__Action item__:
Present the count of lines in the entries below that hold "streets", and present nothing else.

__Records provided__:

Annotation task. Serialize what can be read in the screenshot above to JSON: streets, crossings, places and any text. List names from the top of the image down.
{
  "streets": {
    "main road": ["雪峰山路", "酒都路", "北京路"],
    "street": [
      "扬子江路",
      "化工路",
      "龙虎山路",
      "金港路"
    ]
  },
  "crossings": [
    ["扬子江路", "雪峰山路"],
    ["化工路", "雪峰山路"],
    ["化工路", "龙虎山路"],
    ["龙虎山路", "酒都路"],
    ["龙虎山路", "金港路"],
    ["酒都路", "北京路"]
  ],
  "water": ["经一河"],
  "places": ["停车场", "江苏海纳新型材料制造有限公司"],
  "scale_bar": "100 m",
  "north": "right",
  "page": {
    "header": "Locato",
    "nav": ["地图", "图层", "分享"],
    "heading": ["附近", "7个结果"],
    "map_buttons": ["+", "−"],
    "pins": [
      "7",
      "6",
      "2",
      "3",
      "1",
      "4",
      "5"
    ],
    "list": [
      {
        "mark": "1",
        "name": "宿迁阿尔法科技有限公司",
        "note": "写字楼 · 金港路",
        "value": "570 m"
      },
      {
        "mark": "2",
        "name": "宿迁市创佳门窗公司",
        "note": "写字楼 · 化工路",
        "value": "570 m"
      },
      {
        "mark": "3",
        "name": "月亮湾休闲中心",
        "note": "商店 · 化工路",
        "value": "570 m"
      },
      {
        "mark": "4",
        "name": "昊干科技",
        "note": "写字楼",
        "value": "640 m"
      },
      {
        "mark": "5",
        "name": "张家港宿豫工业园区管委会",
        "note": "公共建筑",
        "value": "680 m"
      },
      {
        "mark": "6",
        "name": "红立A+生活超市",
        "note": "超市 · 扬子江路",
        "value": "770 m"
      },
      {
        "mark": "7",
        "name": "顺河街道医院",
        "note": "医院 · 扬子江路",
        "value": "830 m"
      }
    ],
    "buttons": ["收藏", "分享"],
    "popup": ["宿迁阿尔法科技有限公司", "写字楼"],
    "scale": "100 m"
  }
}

__Reply__:
2